If you encounter a permissions problem with /tmp/hive run this command to grant the required access to the dse user:
$ sudo dse hadoop fs -chmod 777 /tmp/hive
./run_rollupbycc.sh
This will run the command:
dse spark-submit --class RollUpReportsByCC ./target/scala-2.11/rollupreports_2.11-1.0.jar
Output will be
Beginning RollUp Reporting By Credit Card number...

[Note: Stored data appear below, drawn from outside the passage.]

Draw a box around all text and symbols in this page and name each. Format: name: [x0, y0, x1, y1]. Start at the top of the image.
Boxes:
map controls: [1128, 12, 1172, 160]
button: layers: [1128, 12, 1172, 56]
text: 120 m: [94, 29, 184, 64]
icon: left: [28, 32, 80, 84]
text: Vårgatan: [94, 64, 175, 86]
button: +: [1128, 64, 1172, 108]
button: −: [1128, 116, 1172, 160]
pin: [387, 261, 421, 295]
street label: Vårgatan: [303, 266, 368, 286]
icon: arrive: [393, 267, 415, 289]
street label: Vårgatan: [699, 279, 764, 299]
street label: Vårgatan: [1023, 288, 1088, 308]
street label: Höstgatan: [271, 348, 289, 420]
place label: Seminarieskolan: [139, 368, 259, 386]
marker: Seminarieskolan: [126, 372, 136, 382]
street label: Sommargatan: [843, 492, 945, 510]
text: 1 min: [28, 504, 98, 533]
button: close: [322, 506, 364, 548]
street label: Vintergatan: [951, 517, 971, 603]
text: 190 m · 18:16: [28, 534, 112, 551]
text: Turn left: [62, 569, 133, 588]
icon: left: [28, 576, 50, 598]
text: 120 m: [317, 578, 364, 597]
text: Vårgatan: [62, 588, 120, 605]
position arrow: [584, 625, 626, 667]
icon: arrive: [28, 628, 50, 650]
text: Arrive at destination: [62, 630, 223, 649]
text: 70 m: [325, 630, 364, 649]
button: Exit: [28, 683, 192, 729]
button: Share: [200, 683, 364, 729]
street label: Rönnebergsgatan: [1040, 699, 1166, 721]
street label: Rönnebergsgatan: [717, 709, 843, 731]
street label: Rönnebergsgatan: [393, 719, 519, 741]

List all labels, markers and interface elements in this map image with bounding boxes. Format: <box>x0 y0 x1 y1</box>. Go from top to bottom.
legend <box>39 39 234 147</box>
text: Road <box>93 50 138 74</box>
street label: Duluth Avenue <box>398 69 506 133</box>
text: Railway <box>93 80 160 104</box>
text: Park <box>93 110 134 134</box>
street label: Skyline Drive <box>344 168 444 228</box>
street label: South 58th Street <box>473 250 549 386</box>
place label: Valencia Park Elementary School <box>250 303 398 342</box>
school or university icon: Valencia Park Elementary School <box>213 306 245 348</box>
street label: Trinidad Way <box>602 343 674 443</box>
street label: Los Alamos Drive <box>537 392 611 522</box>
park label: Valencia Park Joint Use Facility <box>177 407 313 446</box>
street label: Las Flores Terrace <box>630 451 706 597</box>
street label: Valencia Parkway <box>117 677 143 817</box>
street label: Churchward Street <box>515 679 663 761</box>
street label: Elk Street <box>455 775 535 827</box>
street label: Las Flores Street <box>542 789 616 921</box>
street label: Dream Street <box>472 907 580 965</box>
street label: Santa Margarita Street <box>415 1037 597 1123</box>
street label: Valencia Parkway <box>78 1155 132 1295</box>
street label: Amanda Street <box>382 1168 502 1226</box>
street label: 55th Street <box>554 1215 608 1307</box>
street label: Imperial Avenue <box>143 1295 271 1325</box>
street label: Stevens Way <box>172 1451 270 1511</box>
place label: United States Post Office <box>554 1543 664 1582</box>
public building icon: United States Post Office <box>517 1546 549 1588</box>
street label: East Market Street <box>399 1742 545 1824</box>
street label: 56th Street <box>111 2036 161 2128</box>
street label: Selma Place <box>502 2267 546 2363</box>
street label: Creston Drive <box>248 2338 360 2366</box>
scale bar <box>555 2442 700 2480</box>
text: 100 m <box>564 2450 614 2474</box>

WARN 2017-11-21 13:37:35,329 org.apache.spark.SparkContext: Use an existing SparkContext, some configuration may not take effect.
- 1. Populating hourlyaggregates_bycc
- 2. Populating dailyaggregates_bycc
- 3. Populating monthlyaggregates_bycc
- 4. Populating yearlyaggregates_bycc
Completed RollUps By CC
Shutting down...
When these jobs have completed you will be able to run the ReST queries that interrogate the rollup and aggregate tables.